The raw pawpaw cookie dough will be a little gooier than a traditional cookie. That's because they are going to have a lighter cake-like texture, allowing (I suspect) more of the pawpaw flavor to come through.
That said, the dough will still be sturdy enough to hold a cookie shape. They spread a little, but dome up when baked.
I baked these in an oven without the convection setting. The cookies will puff up and turn golden. Since I wanted to make sure they weren't underbaked with a raw center, or overbaked and dry, I used an instant-read thermometer. They are done when the center reads 210 °F (99 °C).

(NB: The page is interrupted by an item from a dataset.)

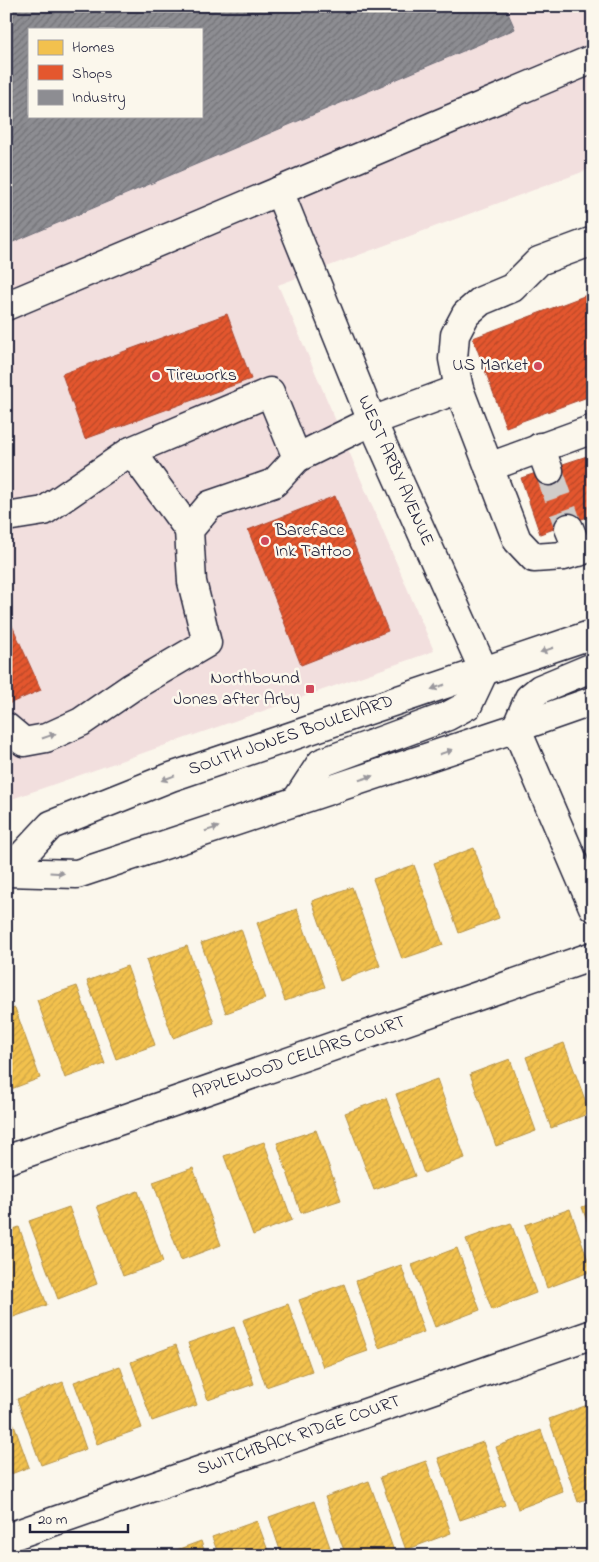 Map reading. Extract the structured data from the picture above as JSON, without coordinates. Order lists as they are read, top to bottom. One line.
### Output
{"streets":{"street":["WEST ARBY AVENUE","SOUTH JONES BOULEVARD","APPLEWOOD CELLARS COURT","SWITCHBACK RIDGE COURT"]},"crossings":[["WEST ARBY AVENUE","SOUTH JONES BOULEVARD"]],"places":{"other":["US Market","Tireworks","Bareface Ink Tattoo"],"transit":["Northbound Jones after Arby"]},"legend":["Homes","Shops","Industry"],"scale_bar":"20 m"}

I let them cool on the pan for a few minutes, then use a spatula to transfer them to a cooling rack. Once cooled, I frosted a few cookies to eat right away.
Cream cheese frosting is generally easy to make, however the order of mixing is important so the frosting doesn't turn lumpy.
I first tried adding the pawpaw puree to the cream cheese and butter mixture, before the sugar. It turned lumpy in the stand mixer and I couldn't smooth it out. Adding the sugar did not smooth it out either.
The way to prevent it from being lumpy is to add some of the sugar to the cream cheese and butter mixture first. This thickens it up, allowing the pawpaw puree to be incorporated smoothly.
Another important element is to use softened cream cheese and butter that aren't straight out of the fridge (allow cream cheese to soften for 30 minutes). Sam from Sugar Spun Run has a cream cheese frosting recipe where she shares this advice: "Make sure you allow your cream cheese and your butter to soften before making your frosting! Softening the butter and cream cheese ensure that your ingredients will combine well and be lump free."
Do you need to refrigerate cream cheese frosting?
Yes, this cream cheese frosting should be refrigerated to prevent spoilage. It can be kept at room temperature for 2 hours when serving, but note it will melt in hot weather (and spoil faster).
Nearly every cream cheese frosting recipe needs to be refrigerated. On the other hand, most buttercream frostings are safe at room temperature. It has to do with the ratio of sugar and liquid. Bacteria needs moisture to grow, and sugar is a deterrent at high concentrations.
If the frosting is at least 65% sugar by weight, it can be kept at room temperature without refrigeration. This recipe is 55.4% sugar by weight. For more information on this topic, check out my pawpaw frosting recipe page, where I go into more details including how to calculate the sugar ratio and adjust to make it safe at room temperature.
In order for this frosting to be allowed to stored at room temperature, the sugar would have to increase from 1.25 cups to 2 cups. At that point, the frosting would taste extremely sweet and mask the pawpaw flavor.